In financial markets, making assumptions based on short -term observations is a silly mandate, as significant trends develop for months and years, not days or weeks. But as investors evaluate Bitcoin’s role in their portfolios, it is worth analyzing April events to understand the emerging reputation of the asset as a value reserve.
Volatility backdrop
The turbulence caused by the tariffs of President Trump on April 2 sent the prices of the shares take the next day, with the Nasdaq 100 and S&P 500 falling 4.8% and 5.4%, respectively. Bitcoin did the same when the success levels of the VIX volatility index are not seen since the first days of COVID and the fears of commercial measures of retaliation prevailed.
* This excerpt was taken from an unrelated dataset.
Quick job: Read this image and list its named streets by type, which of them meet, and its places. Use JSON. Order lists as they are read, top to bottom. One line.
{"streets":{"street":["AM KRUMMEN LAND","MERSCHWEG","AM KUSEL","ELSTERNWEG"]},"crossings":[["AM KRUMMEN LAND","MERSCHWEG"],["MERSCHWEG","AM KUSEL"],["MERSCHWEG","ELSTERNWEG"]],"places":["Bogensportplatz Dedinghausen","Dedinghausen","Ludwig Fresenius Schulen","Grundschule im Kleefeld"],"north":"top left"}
However, the price of Bitcoin began to recover sharply within a few days of the announcement, causing its correlation with the Nasdaq 100 and S&P 500 to fall below 0.50, before these correlations increased again when the pause of April 9 in the tariffs brought back the “risk” mode.
Bitcoin correlations with traditional markets in April
Source: Hashdex Research with CF Data Benchmarks and Bloomberg (April 1, 2025 to April 30, 2025). Continuous correlations of 30 days (considering only work days) between Bitcoin (represented by the Bitcoin Nasdaq reference price index) and Tradfi indices.
This short -term observation is important because it supports the changing nature of how investors perceive bitcoin. While some still classify Bitcoin as a “risky risk” asset of high beta, institutional feeling is beginning to reflect a more nuanced understanding. Bitcoin recovered faster than the S&P 500 in the 60 days that followed the Covid outbreak, the invasion of Ukraine of Russia and the US banking crisis in 2023, events in which he demonstrated resilience and an increasingly aligned profile with that of gold during stress.
These decoupling periods establish a pattern in which Bitcoin shows their anti -fágile properties, which allows assignments to protect capital during systemic events, while exceeding the performance of shares, bonds and long -term gold.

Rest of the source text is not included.